__Information__:

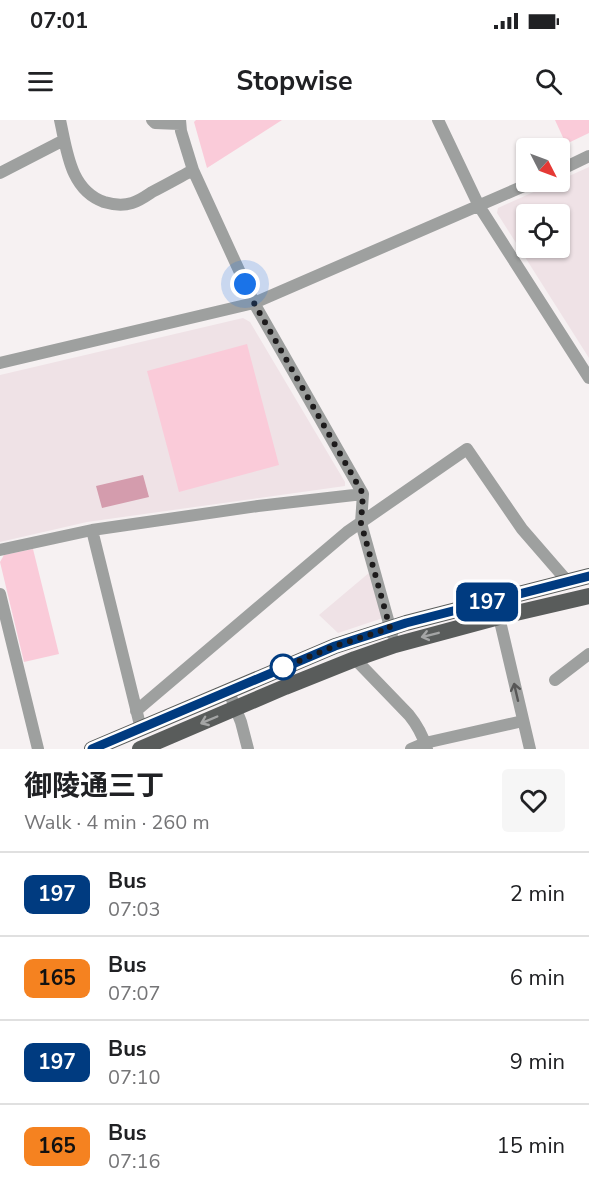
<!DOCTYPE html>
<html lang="en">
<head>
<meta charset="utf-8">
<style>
  body { margin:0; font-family:"Nunito Sans","Noto Sans JP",sans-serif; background:#f6f6f6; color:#202124; height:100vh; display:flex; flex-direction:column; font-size:22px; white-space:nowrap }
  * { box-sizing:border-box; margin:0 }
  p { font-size:20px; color:#757577 }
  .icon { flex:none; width:33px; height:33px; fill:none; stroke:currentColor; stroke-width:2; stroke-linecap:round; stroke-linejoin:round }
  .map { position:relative; height:629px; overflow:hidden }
  .drawer { display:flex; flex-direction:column; background:#fff; flex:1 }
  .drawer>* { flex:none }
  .badge { padding:0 12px; border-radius:9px; font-size:21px; line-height:39px }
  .needle { width:39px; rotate:132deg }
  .fabs { position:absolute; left:516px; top:18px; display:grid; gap:12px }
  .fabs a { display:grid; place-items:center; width:54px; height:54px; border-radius:6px; background:#fff; box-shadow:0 2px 4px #0004; font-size:30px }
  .you { position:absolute; width:30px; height:30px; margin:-15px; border:4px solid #fff; border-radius:50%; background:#1a73e8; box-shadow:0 0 0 9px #1a73e833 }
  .map>.badge { position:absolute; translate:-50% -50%; box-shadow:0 0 0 3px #fff }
  .round { display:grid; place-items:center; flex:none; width:63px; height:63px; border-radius:6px; background:#f6f6f6 }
  .head { display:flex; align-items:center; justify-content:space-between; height:102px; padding:0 24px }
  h1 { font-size:28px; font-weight:700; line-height:45px }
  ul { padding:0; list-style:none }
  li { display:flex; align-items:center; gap:18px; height:84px; padding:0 24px; border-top:2px solid #e0e0e0 }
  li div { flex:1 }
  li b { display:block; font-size:22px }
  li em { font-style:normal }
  li .badge { min-width:66px; font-weight:700; text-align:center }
  .status { display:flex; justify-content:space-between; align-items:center; height:42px; padding:0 30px; background:#fff; direction:ltr }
  .status svg { height:16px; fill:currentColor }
  header { display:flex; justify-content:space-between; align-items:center; height:78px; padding:0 24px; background:#fff; font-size:27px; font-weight:700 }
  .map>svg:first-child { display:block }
  .built { fill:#efe2e6; fill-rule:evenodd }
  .green { fill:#facbd9 }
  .water { fill:#d49cad }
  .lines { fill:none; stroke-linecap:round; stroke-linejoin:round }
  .minor { stroke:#9ea09f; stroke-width:12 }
  .major { stroke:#595c5b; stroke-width:16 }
  .oneway { stroke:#a4a5a5 }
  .oneway2 { stroke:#575757 }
  .line-casing { stroke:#fff; stroke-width:14 }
  .line { stroke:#003b80; stroke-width:9 }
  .walk { stroke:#1d1b1c; stroke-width:6; stroke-dasharray:0 10.8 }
  .stop-dot { fill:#fff; stroke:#003b80; stroke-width:3 }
</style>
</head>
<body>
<div class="status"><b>07:01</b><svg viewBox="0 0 49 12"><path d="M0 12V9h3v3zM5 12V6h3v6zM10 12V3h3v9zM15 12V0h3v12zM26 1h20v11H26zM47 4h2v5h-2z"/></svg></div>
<header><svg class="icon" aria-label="menu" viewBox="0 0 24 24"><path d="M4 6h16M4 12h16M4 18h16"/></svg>Stopwise<svg class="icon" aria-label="search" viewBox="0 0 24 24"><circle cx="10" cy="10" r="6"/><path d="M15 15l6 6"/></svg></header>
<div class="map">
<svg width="589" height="629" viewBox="0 0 589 629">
  <rect width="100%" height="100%" fill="#f6f1f2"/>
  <path class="built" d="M589,47V238L497,93L498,88ZM526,94H560V128H526Z
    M243,198L250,202L345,362V366L87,402L0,422V255Z
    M370,452L383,498L338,513L319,495Z"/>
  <path class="green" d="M196,0H282L207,48L194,2Z
    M555,0H589V13L566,24Z
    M247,224L279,345L179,372L147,251Z
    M33,429L59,534L24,542L0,442L4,435Z"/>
  <path class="water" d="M143,355L149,377L102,388L96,366Z"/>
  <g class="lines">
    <path class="minor" d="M60,0C67,31 70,70 104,82C114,85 122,86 132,83C139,81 146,76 152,72C166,65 180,57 193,50
      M152,0L155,3L180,4
      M180,0L181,11L193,50L254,183L363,374L361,403L392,514
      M438,0L479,86L589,258
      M560,50L589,36
      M0,53L64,20
      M0,243L254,183L533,62
      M92,410L141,609
      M0,430L92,410L258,386L363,374
      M0,474L38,629
      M499,497L530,629
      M355,539L409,595C418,606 423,616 427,629
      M555,560L589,534
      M229,572L241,602L248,629
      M136,591L347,412L467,329L522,409L568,462
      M411,629L425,623L523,601"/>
    <path class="major" d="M92,629L335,526L406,503L589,456
      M140,629L285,567L355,539L395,525L499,497L589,476"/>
  </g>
  <defs><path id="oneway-shaft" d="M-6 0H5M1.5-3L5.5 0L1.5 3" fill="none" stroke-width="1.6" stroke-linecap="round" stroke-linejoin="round" transform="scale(1.5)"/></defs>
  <g class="oneway">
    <use href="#oneway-shaft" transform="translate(430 515) rotate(166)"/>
    <use href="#oneway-shaft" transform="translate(209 600) rotate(157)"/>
  </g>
  <use class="oneway2" href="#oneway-shaft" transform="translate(516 572) rotate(-103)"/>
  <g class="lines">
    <defs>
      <path id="line" d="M92,629L335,526L406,503L589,456"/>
    </defs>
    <use href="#line" class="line-casing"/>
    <use href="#line" class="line"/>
    <path class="walk" d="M245,164L254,183L363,374L361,403L390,508L335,526L282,548L283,547"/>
  </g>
  <circle class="stop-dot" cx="283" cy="547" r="12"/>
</svg>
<div class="fabs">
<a><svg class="needle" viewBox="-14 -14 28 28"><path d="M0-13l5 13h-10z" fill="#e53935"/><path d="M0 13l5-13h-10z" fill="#757577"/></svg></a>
<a><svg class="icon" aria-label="locate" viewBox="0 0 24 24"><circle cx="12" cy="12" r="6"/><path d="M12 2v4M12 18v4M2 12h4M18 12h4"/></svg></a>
</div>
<div class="you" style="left:245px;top:164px"></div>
<b class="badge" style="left:487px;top:482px;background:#003b80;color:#fff">197</b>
</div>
<section class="drawer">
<div class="head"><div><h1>御陵通三丁</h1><p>Walk · 4 min · 260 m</p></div><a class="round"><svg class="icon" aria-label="heart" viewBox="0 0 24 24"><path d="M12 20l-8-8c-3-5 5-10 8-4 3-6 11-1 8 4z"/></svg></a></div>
<ul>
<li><span class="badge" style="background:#003b80;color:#fff">197</span><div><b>Bus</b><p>07:03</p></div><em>2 min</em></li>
<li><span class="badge" style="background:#f58220;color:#111">165</span><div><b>Bus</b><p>07:07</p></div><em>6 min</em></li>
<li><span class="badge" style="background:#003b80;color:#fff">197</span><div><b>Bus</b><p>07:10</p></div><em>9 min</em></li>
<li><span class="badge" style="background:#f58220;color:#111">165</span><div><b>Bus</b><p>07:16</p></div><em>15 min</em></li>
</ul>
</section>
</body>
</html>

__Your assignment__: Using the entries above, output exactly the lines between the line holding "display:flex; align-items:center; gap:18px;" and the line holding "justify-content:space-between; align-items:center; height:78px;", end lines included, and nothing more.

__Completed task__:
  li { display:flex; align-items:center; gap:18px; height:84px; padding:0 24px; border-top:2px solid #e0e0e0 }
  li div { flex:1 }
  li b { display:block; font-size:22px }
  li em { font-style:normal }
  li .badge { min-width:66px; font-weight:700; text-align:center }
  .status { display:flex; justify-content:space-between; align-items:center; height:42px; padding:0 30px; background:#fff; direction:ltr }
  .status svg { height:16px; fill:currentColor }
  header { display:flex; justify-content:space-between; align-items:center; height:78px; padding:0 24px; background:#fff; font-size:27px; font-weight:700 }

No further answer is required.